Task instructions »
Give the number of lines in the entries below that hold "Wunnensteinstraße", with no accompanying words.

Records for this task »
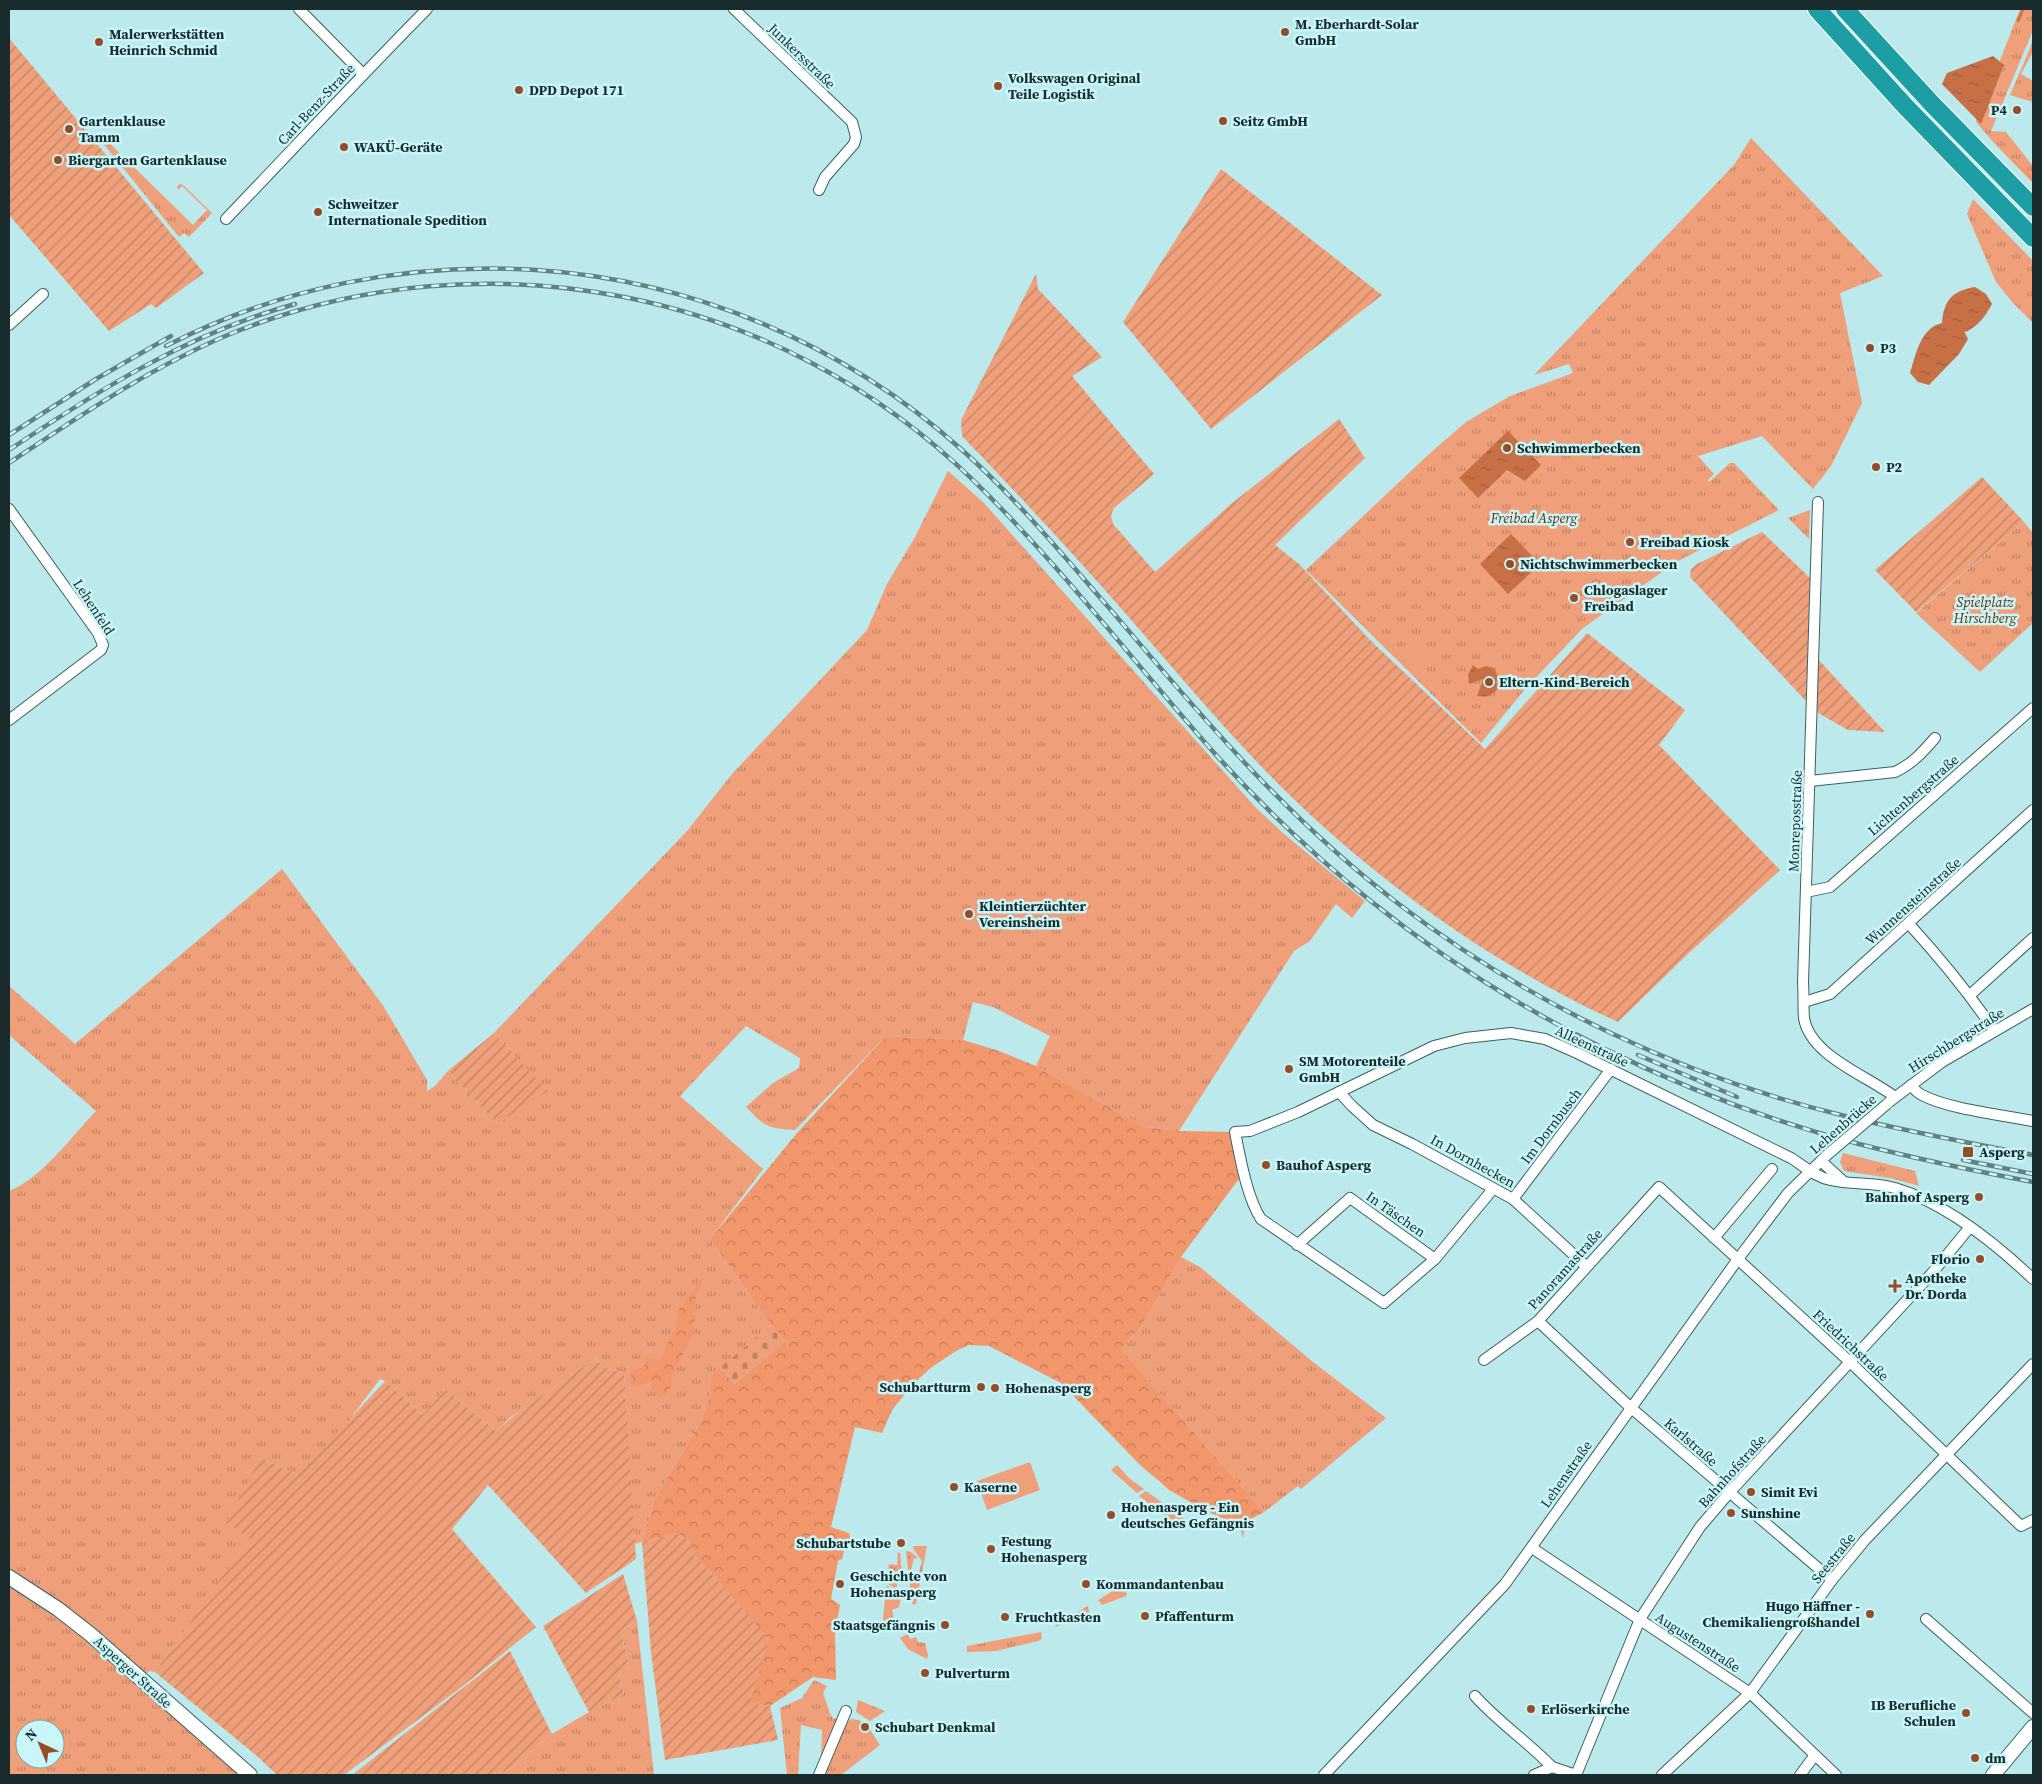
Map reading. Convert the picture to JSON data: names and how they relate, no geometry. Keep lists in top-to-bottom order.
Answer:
{
  "streets": {
    "main road": ["Asperger Straße"],
    "street": [
      "Junkersstraße",
      "Carl-Benz-Straße",
      "Lehenfeld",
      "Lichtenbergstraße",
      "Monreposstraße",
      "Wunnensteinstraße",
      "Hirschbergstraße",
      "Alleenstraße",
      "Lehenbrücke",
      "Im Dornbusch",
      "In Dornhecken",
      "In Täschen",
      "Panoramastraße",
      "Friedrichstraße",
      "Karlstraße",
      "Bahnhofstraße",
      "Lehenstraße",
      "Seestraße",
      "Augustenstraße"
    ]
  },
  "crossings": [
    ["Lichtenbergstraße", "Monreposstraße"],
    ["Monreposstraße", "Wunnensteinstraße"],
    ["Monreposstraße", "Hirschbergstraße"],
    ["Monreposstraße", "Lehenbrücke"],
    ["Hirschbergstraße", "Lehenbrücke"],
    ["Alleenstraße", "Lehenbrücke"],
    ["Alleenstraße", "Im Dornbusch"],
    ["Alleenstraße", "In Dornhecken"],
    ["Alleenstraße", "In Täschen"],
    ["Alleenstraße", "Bahnhofstraße"],
    ["Alleenstraße", "Lehenstraße"],
    ["Lehenbrücke", "Lehenstraße"],
    ["Im Dornbusch", "In Dornhecken"],
    ["In Dornhecken", "Panoramastraße"],
    ["Panoramastraße", "Friedrichstraße"],
    ["Panoramastraße", "Karlstraße"],
    ["Friedrichstraße", "Bahnhofstraße"],
    ["Friedrichstraße", "Lehenstraße"],
    ["Friedrichstraße", "Seestraße"],
    ["Karlstraße", "Bahnhofstraße"],
    ["Karlstraße", "Lehenstraße"],
    ["Karlstraße", "Seestraße"],
    ["Bahnhofstraße", "Augustenstraße"],
    ["Lehenstraße", "Augustenstraße"],
    ["Seestraße", "Augustenstraße"]
  ],
  "parks": ["Freibad Asperg", "Spielplatz Hirschberg"],
  "places": {
    "other": [
      "M. Eberhardt-Solar GmbH",
      "Malerwerkstätten Heinrich Schmid",
      "Volkswagen Original Teile Logistik",
      "DPD Depot 171",
      "P4",
      "Seitz GmbH",
      "Gartenklause Tamm",
      "WAKÜ-Geräte",
      "Biergarten Gartenklause",
      "Schweitzer Internationale Spedition",
      "P3",
      "Schwimmerbecken",
      "P2",
      "Freibad Kiosk",
      "Nichtschwimmerbecken",
      "Chlogaslager Freibad",
      "Eltern-Kind-Bereich",
      "Kleintierzüchter Vereinsheim",
      "SM Motorenteile GmbH",
      "Bauhof Asperg",
      "Bahnhof Asperg",
      "Florio",
      "Schubartturm",
      "Hohenasperg",
      "Kaserne",
      "Simit Evi",
      "Sunshine",
      "Hohenasperg - Ein deutsches Gefängnis",
      "Schubartstube",
      "Festung Hohenasperg",
      "Geschichte von Hohenasperg",
      "Kommandantenbau",
      "Hugo Häffner - Chemikaliengroßhandel",
      "Pfaffenturm",
      "Fruchtkasten",
      "Staatsgefängnis",
      "Pulverturm",
      "Erlöserkirche",
      "IB Berufliche Schulen",
      "Schubart Denkmal",
      "dm"
    ],
    "transit": ["Asperg"],
    "health": ["Apotheke Dr. Dorda"]
  },
  "north": "top left"
}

Task response »
2